Etter v. Von Aschen

82 Ohio Law. Abs. 421 | Oh. Prob. Ct., Miami | 1959

*422OPINION

By DULL, J.

This is an action for a declaratory judgment. The parties have requested the court to determine whether a certain set of facts and circumstances established an alleged common law marriage or failed to establish such a marriage.

A certain Florence M. Von Aschen, hereinafter referred to as the deceased, died on or about April 1, 1958, leaving a will. The three defendants are adult children of the deceased. The plaintiff is the alleged common law husband and alleged surviving spouse of the deceased. On or about April 19, 1958, the will of the deceased was offered for probate in the Probate Court of Miami County, Ohio, without notice being given to the plaintiff as required by law to be given a surviving spouse. Thereafter, on or about June 27, 1958, the defendant Roger J. Von Aschen, filed an application to be appointed the executor of the estate of the deceased in the same court again without notice being given to the plaintiff. Then the present action was filed in the Probate Court of Miami County, Ohio.

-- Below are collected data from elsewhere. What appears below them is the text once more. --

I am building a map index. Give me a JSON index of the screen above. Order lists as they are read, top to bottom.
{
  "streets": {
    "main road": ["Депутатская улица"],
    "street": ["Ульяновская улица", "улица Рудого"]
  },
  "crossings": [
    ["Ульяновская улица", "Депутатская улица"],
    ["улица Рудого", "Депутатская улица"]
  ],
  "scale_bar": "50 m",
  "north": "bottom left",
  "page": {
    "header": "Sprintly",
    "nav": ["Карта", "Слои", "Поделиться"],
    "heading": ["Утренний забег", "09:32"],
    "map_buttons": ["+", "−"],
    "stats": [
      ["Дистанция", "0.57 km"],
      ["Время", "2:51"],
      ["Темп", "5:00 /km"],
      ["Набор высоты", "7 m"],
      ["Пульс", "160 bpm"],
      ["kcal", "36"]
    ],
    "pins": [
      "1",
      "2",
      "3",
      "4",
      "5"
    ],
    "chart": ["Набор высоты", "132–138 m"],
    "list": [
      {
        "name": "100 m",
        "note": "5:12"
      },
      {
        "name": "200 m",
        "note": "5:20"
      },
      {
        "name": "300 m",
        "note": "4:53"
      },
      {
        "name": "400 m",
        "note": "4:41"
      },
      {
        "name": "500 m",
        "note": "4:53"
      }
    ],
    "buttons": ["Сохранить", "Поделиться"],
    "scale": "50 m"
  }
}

The plaintiff lived in the home of the deceased in Piqua, Ohio, almost continuously from some time in November of 1949, until the death of the deceased. There were no children born of this union. The plaintiff claims that he lived at this residence during this period as the common law husband of the deceased. The defendants claim that the plaintiff during this period lived there only as a boarder and roomer. Thusly is the pivotal question presented: which was he?

One of the leading cases on common law marriage in Ohio is In re Estate of Redman, 135 Oh St 554. Therein the court set up the elements of a common law marriage and the degree of proof necessary at page 558 of the opinion. “The essential elements of a common-law marriage in this state were announced in the case of Umbenhower v. Labus, 85 Oh St 238, 97 N. E., 832. The following essential requirements for such a marriage are stated in the syllabus of that case: “An agreement of marriage in praesenti when made by parties competent to contract, accompanied and followed by cohabitation as husband and wife, they being so treated and reputed in the community and circle in which they move, establishes a valid marriage at common law, and a child of such marriage is legitimate and may inherit from the father.”

So-called common-law marriage contravenes public policy and should not be accorded any favor; indeed, it is quite generally condemned. It is well settled in Ohio that to establish a common-law marriage, all the essential elements of such a relationship must be shown by clear and convincing evidence.”

The later case of Markley v. Hudson, 143 Oh St 163, restates the requirements for a common law marriage. The syllabus of the case states: “1. An agreement to marry in praesenti, made by parties competent to contract, accompanied and followed by cohabitation, as husband and wife, with the result that they are treated and reputed as husband and wife in the community in which they reside, constitutes a common-law marriage. 2. While such agreement to marry in praesenti *423must be proved by clear and convincing evidence, it may be established by proof of the acts, declarations and conduct of the parties and their recognized status in the community in which they reside.”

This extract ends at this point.